→ Instructions for the task:
Each line below is to be written out in full, exactly as shown.

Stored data
=====

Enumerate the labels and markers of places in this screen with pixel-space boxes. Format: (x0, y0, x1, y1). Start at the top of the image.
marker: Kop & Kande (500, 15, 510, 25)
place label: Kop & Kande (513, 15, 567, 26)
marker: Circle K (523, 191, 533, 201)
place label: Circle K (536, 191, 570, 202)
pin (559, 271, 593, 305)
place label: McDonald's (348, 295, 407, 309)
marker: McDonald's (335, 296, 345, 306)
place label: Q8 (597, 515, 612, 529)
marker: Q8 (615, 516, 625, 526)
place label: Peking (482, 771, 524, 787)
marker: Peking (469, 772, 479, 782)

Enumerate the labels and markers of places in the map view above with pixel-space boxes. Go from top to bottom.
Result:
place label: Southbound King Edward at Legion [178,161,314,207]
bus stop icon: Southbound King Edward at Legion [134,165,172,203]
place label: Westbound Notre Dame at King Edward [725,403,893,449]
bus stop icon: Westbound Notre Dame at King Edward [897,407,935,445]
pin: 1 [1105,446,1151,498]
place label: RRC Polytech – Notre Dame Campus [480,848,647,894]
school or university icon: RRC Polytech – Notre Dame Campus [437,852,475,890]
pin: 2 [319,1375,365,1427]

=====

→ Solution below:
Enumerate the labels and markers of places in this screen with pixel-space boxes. Format: (x0, y0, x1, y1). Start at the top of the image.
marker: Kop & Kande (500, 15, 510, 25)
place label: Kop & Kande (513, 15, 567, 26)
marker: Circle K (523, 191, 533, 201)
place label: Circle K (536, 191, 570, 202)
pin (559, 271, 593, 305)
place label: McDonald's (348, 295, 407, 309)
marker: McDonald's (335, 296, 345, 306)
place label: Q8 (597, 515, 612, 529)
marker: Q8 (615, 516, 625, 526)
place label: Peking (482, 771, 524, 787)
marker: Peking (469, 772, 479, 782)

Enumerate the labels and markers of places in the map view above with pixel-space boxes. Go from top to bottom.
Result:
place label: Southbound King Edward at Legion [178,161,314,207]
bus stop icon: Southbound King Edward at Legion [134,165,172,203]
place label: Westbound Notre Dame at King Edward [725,403,893,449]
bus stop icon: Westbound Notre Dame at King Edward [897,407,935,445]
pin: 1 [1105,446,1151,498]
place label: RRC Polytech – Notre Dame Campus [480,848,647,894]
school or university icon: RRC Polytech – Notre Dame Campus [437,852,475,890]
pin: 2 [319,1375,365,1427]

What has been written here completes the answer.